Records:
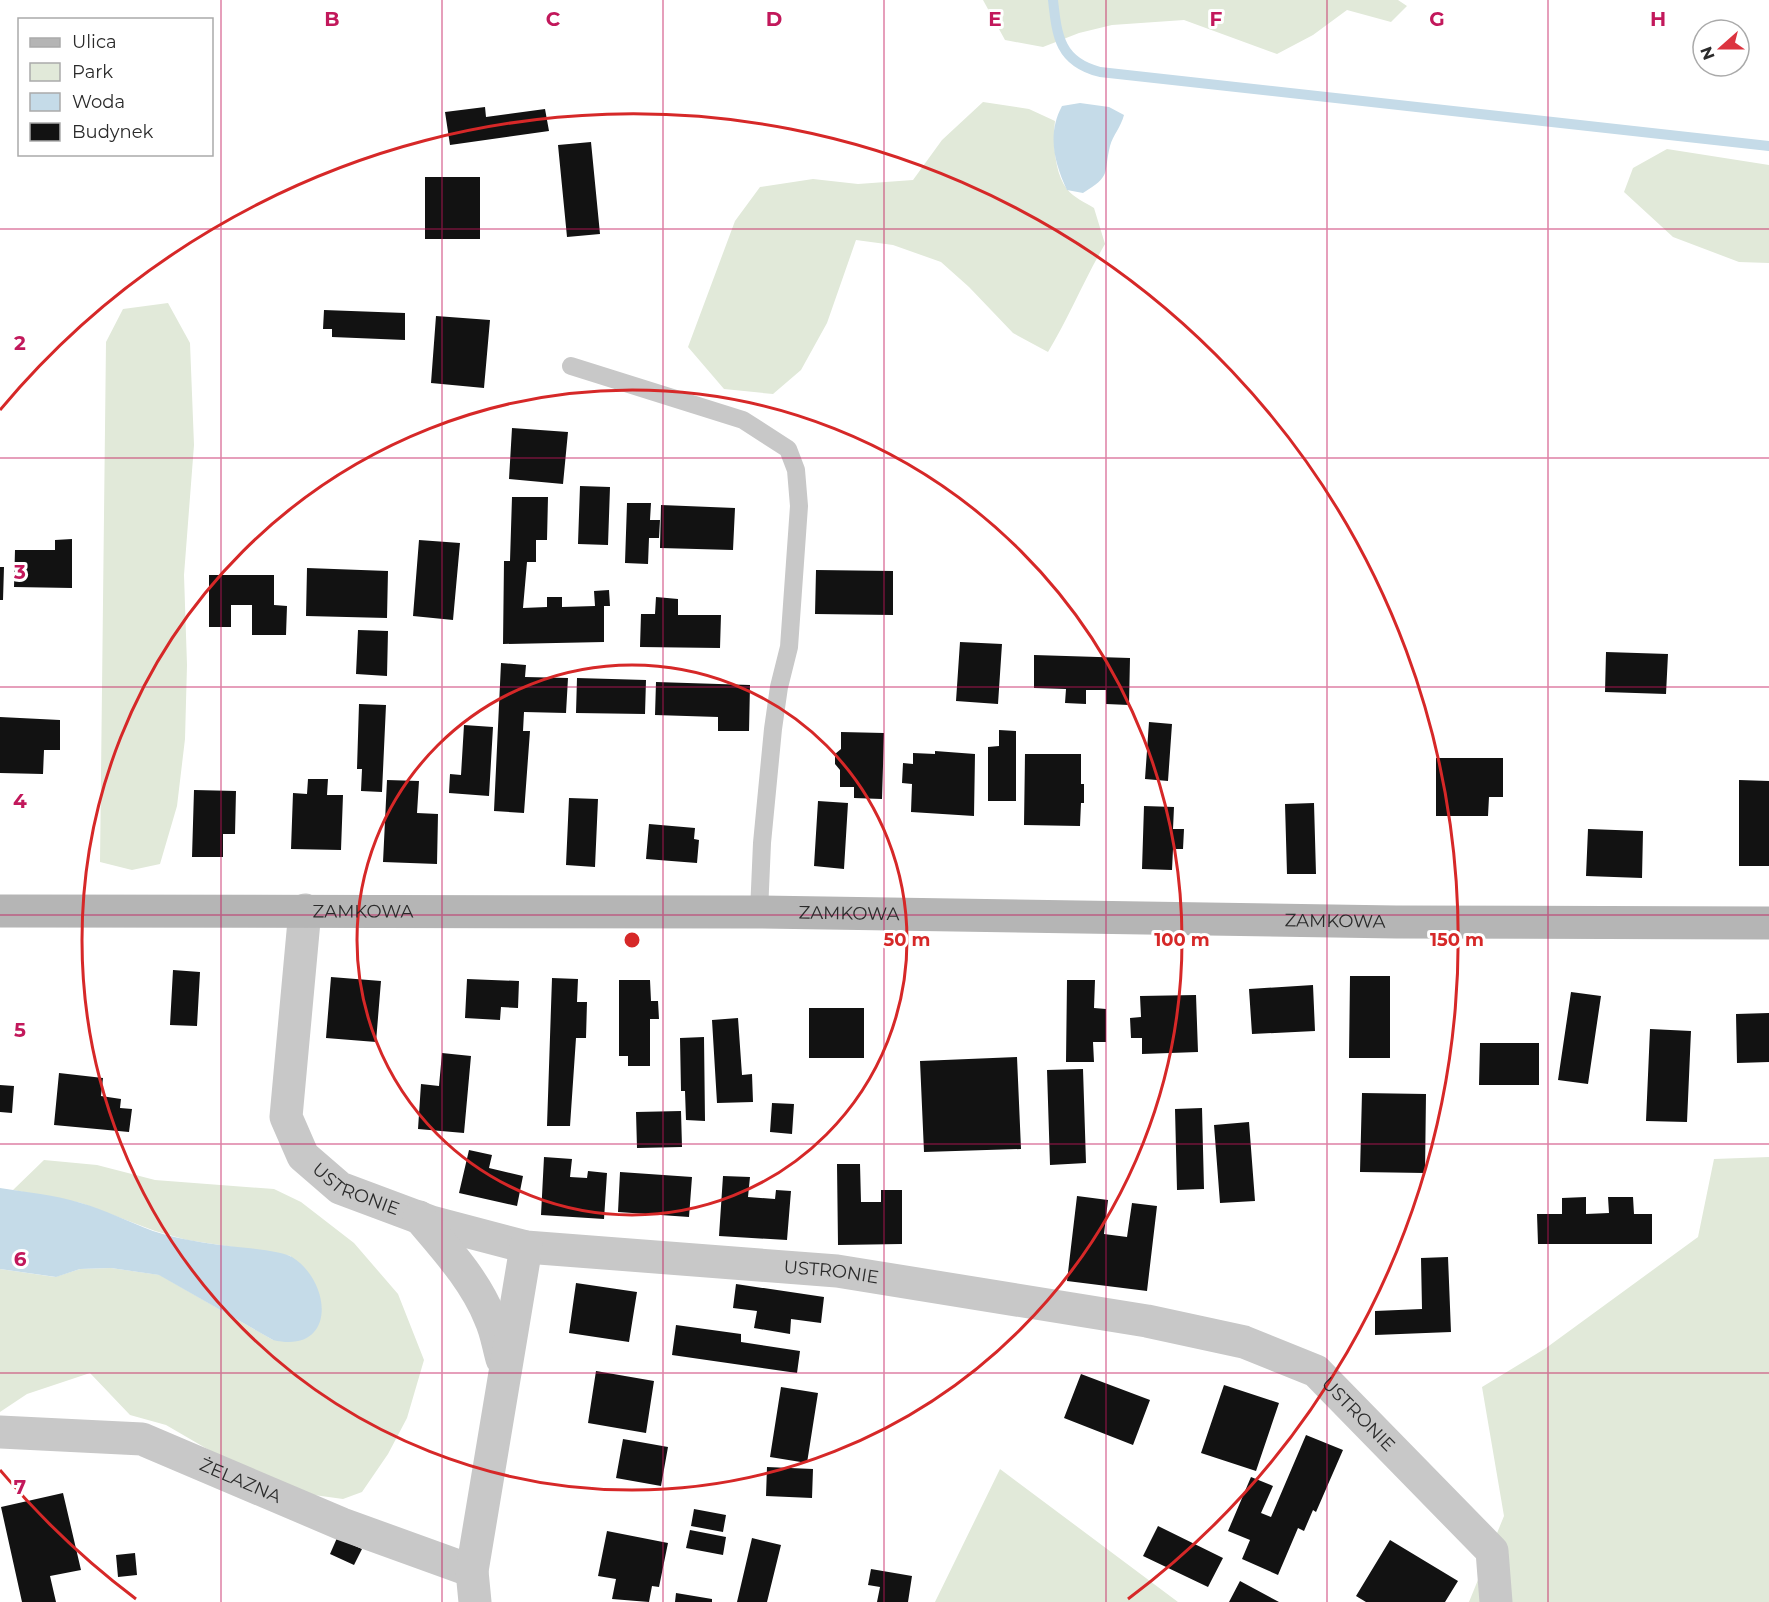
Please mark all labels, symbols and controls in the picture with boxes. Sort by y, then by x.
text: B [324,7,340,31]
text: C [546,7,561,31]
text: D [766,7,782,31]
text: E [988,7,1002,31]
text: F [1210,7,1223,31]
text: G [1429,7,1445,31]
text: H [1650,7,1666,31]
legend [18,18,213,156]
north arrow [1691,18,1751,78]
text: Ulica [72,31,117,53]
text: N [1696,44,1719,63]
text: Park [72,61,113,83]
text: Woda [72,91,125,113]
text: Budynek [72,121,154,143]
text: 2 [14,331,26,355]
text: 3 [13,560,26,584]
text: 4 [13,789,27,813]
street label: ZAMKOWA [313,900,414,923]
street label: ZAMKOWA [798,902,900,925]
street label: ZAMKOWA [1284,909,1386,933]
text: 50 m [884,929,930,951]
text: 100 m [1154,929,1210,951]
text: 150 m [1430,929,1484,951]
centre of rings [622,930,642,950]
text: 5 [14,1018,26,1042]
street label: USTRONIE [308,1158,402,1220]
text: 6 [14,1247,27,1271]
street label: USTRONIE [783,1256,880,1289]
street label: USTRONIE [1317,1372,1400,1456]
street label: ŻELAZNA [196,1454,285,1508]
text: 7 [14,1475,26,1499]

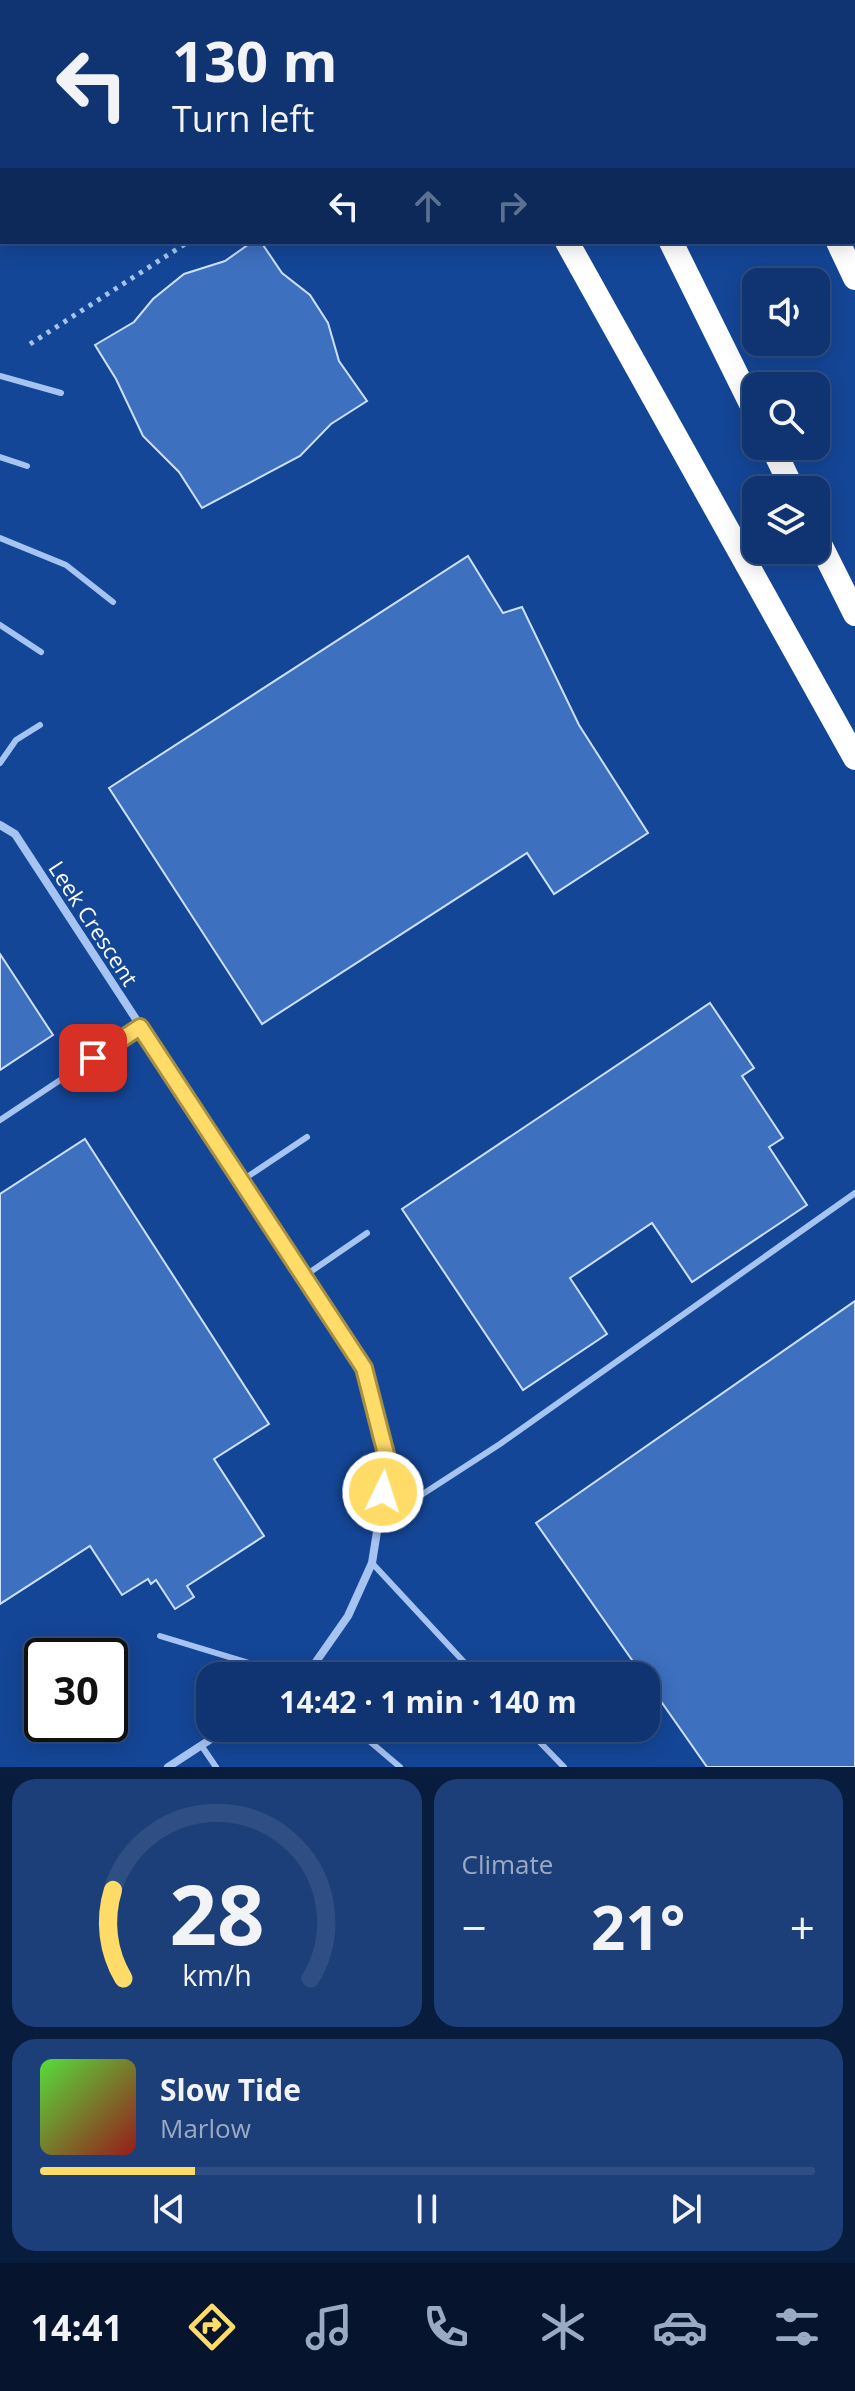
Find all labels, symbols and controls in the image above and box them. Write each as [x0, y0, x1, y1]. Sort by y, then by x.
text: 130 m [172, 22, 338, 98]
icon: left [40, 32, 144, 136]
text: Turn left [172, 94, 314, 143]
icon: left [322, 184, 366, 228]
icon: ahead [406, 184, 450, 228]
icon: right [490, 184, 534, 228]
map controls [742, 268, 830, 564]
button: sound [742, 268, 830, 356]
button: search [742, 372, 830, 460]
button: layers [742, 476, 830, 564]
street label: Leek Crescent [42, 855, 146, 991]
pin [59, 1024, 127, 1092]
icon: arrive [71, 1036, 115, 1080]
position arrow [341, 1450, 425, 1534]
speed limit sign: 30 [24, 1638, 128, 1742]
text: 14:42 · 1 min · 140 m [279, 1681, 577, 1722]
text: Climate [462, 1846, 553, 1882]
text: 28 [169, 1856, 264, 1969]
text: 21° [591, 1886, 685, 1968]
text: − [462, 1897, 487, 1957]
text: + [790, 1897, 815, 1957]
text: km/h [182, 1955, 251, 1994]
text: Slow Tide [160, 2069, 301, 2110]
text: Marlow [160, 2110, 251, 2146]
icon: previous [147, 2187, 191, 2231]
icon: pause [405, 2187, 449, 2231]
icon: next [664, 2187, 708, 2231]
icon: directions [184, 2299, 240, 2355]
icon: music [301, 2299, 357, 2355]
icon: phone [418, 2299, 474, 2355]
icon: climate [535, 2299, 591, 2355]
icon: car [652, 2299, 708, 2355]
icon: filters [769, 2299, 825, 2355]
text: 14:41 [30, 2303, 123, 2352]

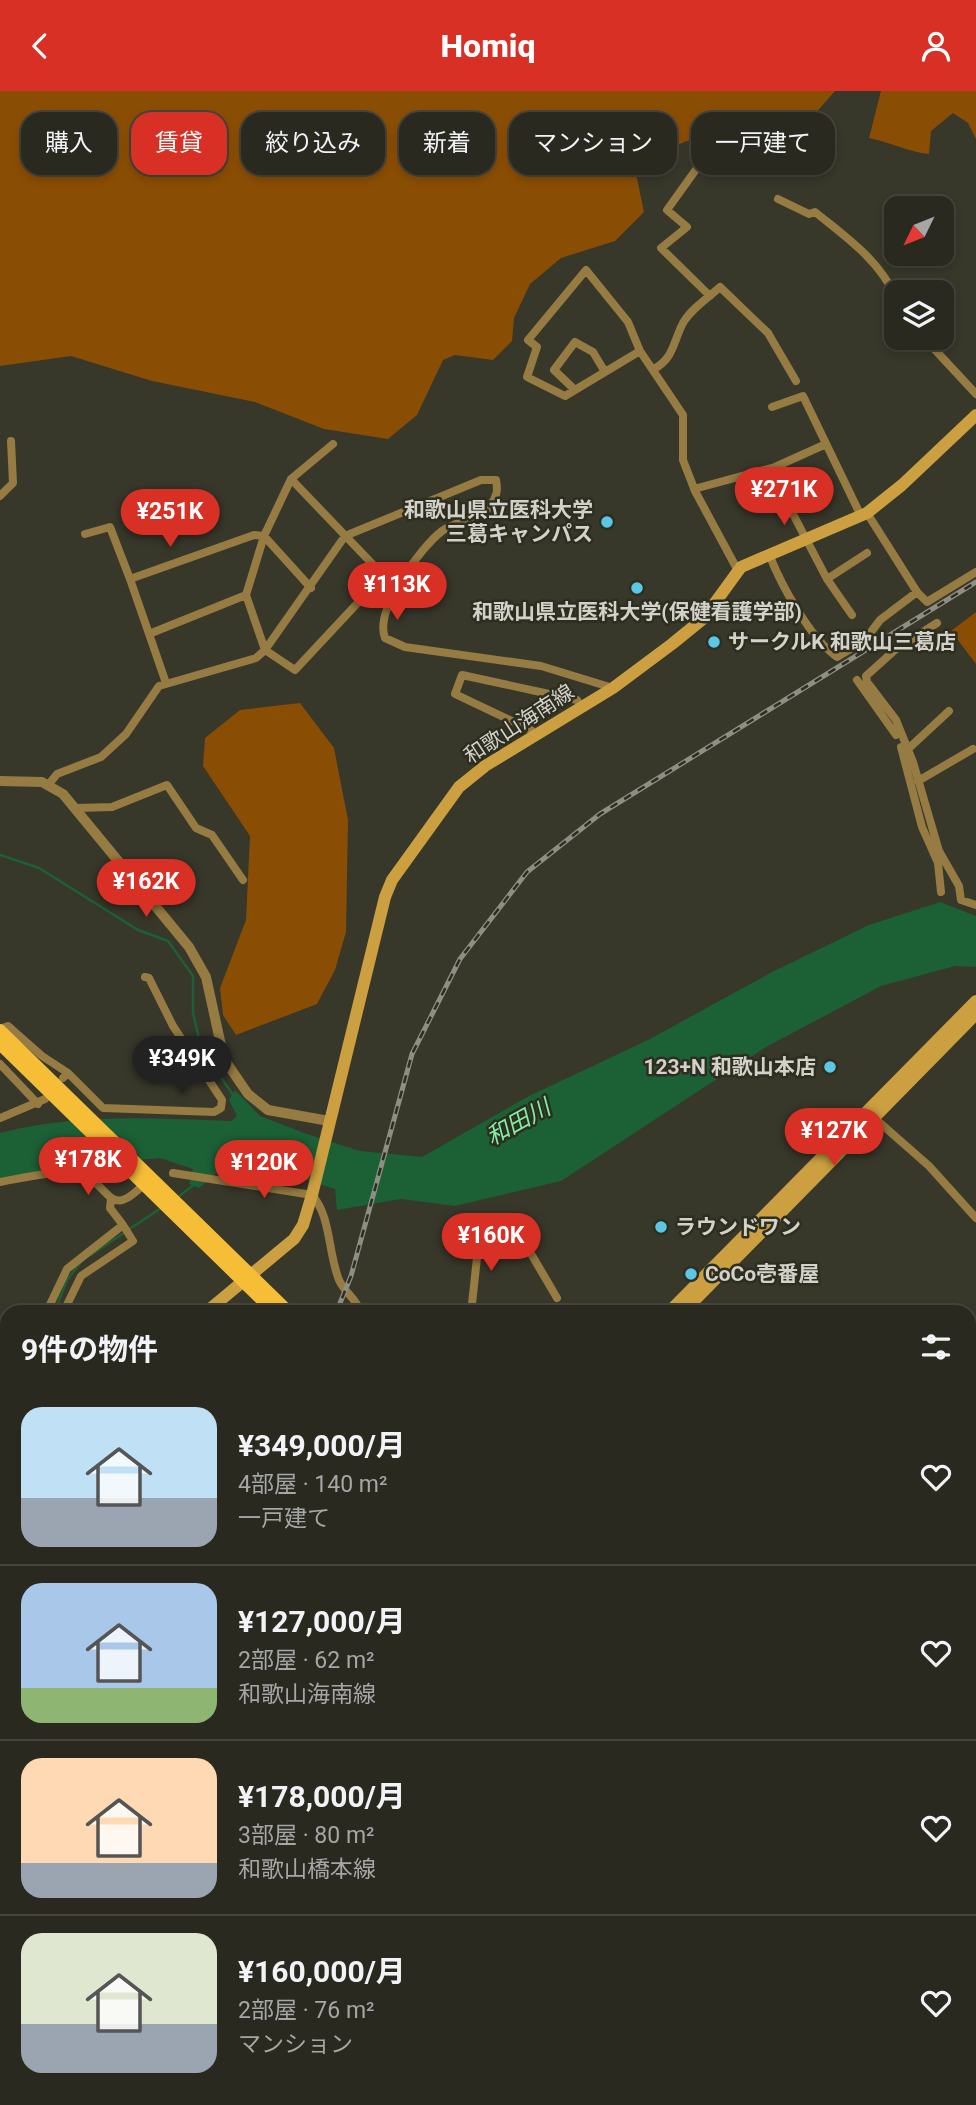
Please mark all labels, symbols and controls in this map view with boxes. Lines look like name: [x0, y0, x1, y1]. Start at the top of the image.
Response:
icon: back: [21, 27, 59, 65]
text: Homiq: [441, 27, 535, 65]
icon: person: [917, 27, 955, 65]
chip: 購入: [21, 112, 117, 175]
chip: 賃貸: [131, 112, 227, 175]
chip: 絞り込み: [241, 112, 385, 175]
chip: 新着: [399, 112, 495, 175]
chip: マンション: [509, 112, 677, 175]
chip: 一戸建て: [691, 112, 835, 175]
north arrow: [884, 196, 954, 266]
map controls: [884, 196, 954, 350]
button: layers: [884, 280, 954, 350]
pin: ¥271K: [735, 467, 833, 527]
text: ¥271K: [751, 476, 817, 503]
pin: ¥251K: [121, 489, 219, 549]
text: ¥251K: [137, 498, 203, 525]
place label: 和歌山県立医科大学 三葛キャンパス: [404, 498, 593, 546]
marker: 和歌山県立医科大学 三葛キャンパス: [599, 514, 615, 530]
pin: ¥113K: [348, 563, 446, 622]
text: ¥113K: [364, 571, 430, 598]
marker: 和歌山県立医科大学(保健看護学部): [629, 580, 645, 596]
place label: 和歌山県立医科大学(保健看護学部): [472, 600, 802, 624]
place label: サークルK 和歌山三葛店: [728, 630, 956, 654]
marker: サークルK 和歌山三葛店: [706, 634, 722, 650]
street label: 和歌山海南線: [460, 680, 578, 768]
pin: ¥162K: [97, 859, 195, 919]
text: ¥162K: [113, 868, 179, 895]
pin: ¥349K: [133, 1037, 231, 1096]
text: ¥349K: [149, 1045, 215, 1072]
place label: 123+N 和歌山本店: [643, 1055, 816, 1079]
marker: 123+N 和歌山本店: [822, 1059, 838, 1075]
water label: 和田川: [482, 1092, 558, 1151]
pin: ¥127K: [785, 1109, 883, 1168]
text: ¥127K: [801, 1117, 867, 1144]
pin: ¥178K: [39, 1137, 137, 1197]
pin: ¥120K: [215, 1141, 313, 1200]
text: ¥178K: [55, 1146, 121, 1173]
text: ¥120K: [231, 1149, 297, 1176]
pin: ¥160K: [442, 1213, 540, 1273]
place label: ラウンドワン: [675, 1215, 801, 1239]
marker: ラウンドワン: [653, 1219, 669, 1235]
text: ¥160K: [458, 1222, 524, 1249]
place label: CoCo壱番屋: [705, 1262, 819, 1286]
marker: CoCo壱番屋: [683, 1266, 699, 1282]
icon: filters: [917, 1328, 955, 1366]
text: 9件の物件: [21, 1332, 158, 1367]
text: ¥349,000/月: [238, 1428, 406, 1463]
icon: home: [77, 1435, 161, 1519]
icon: heart: [917, 1458, 955, 1496]
text: 4部屋 · 140 m²: [238, 1471, 387, 1498]
text: 一戸建て: [238, 1505, 330, 1532]
text: ¥127,000/月: [238, 1604, 406, 1639]
icon: home: [77, 1611, 161, 1695]
icon: heart: [917, 1634, 955, 1672]
text: 2部屋 · 62 m²: [238, 1647, 375, 1674]
text: 和歌山海南線: [238, 1681, 376, 1708]
text: ¥178,000/月: [238, 1779, 406, 1814]
icon: home: [77, 1786, 161, 1870]
icon: heart: [917, 1809, 955, 1847]
text: 3部屋 · 80 m²: [238, 1822, 375, 1849]
text: 和歌山橋本線: [238, 1856, 376, 1883]
text: ¥160,000/月: [238, 1954, 406, 1989]
icon: home: [77, 1961, 161, 2045]
icon: heart: [917, 1984, 955, 2022]
text: 2部屋 · 76 m²: [238, 1997, 375, 2024]
text: マンション: [238, 2031, 353, 2058]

What you are asked to do:
Across the entries above, state how many lines include the string "button", with no other text.

Answer for the task:
4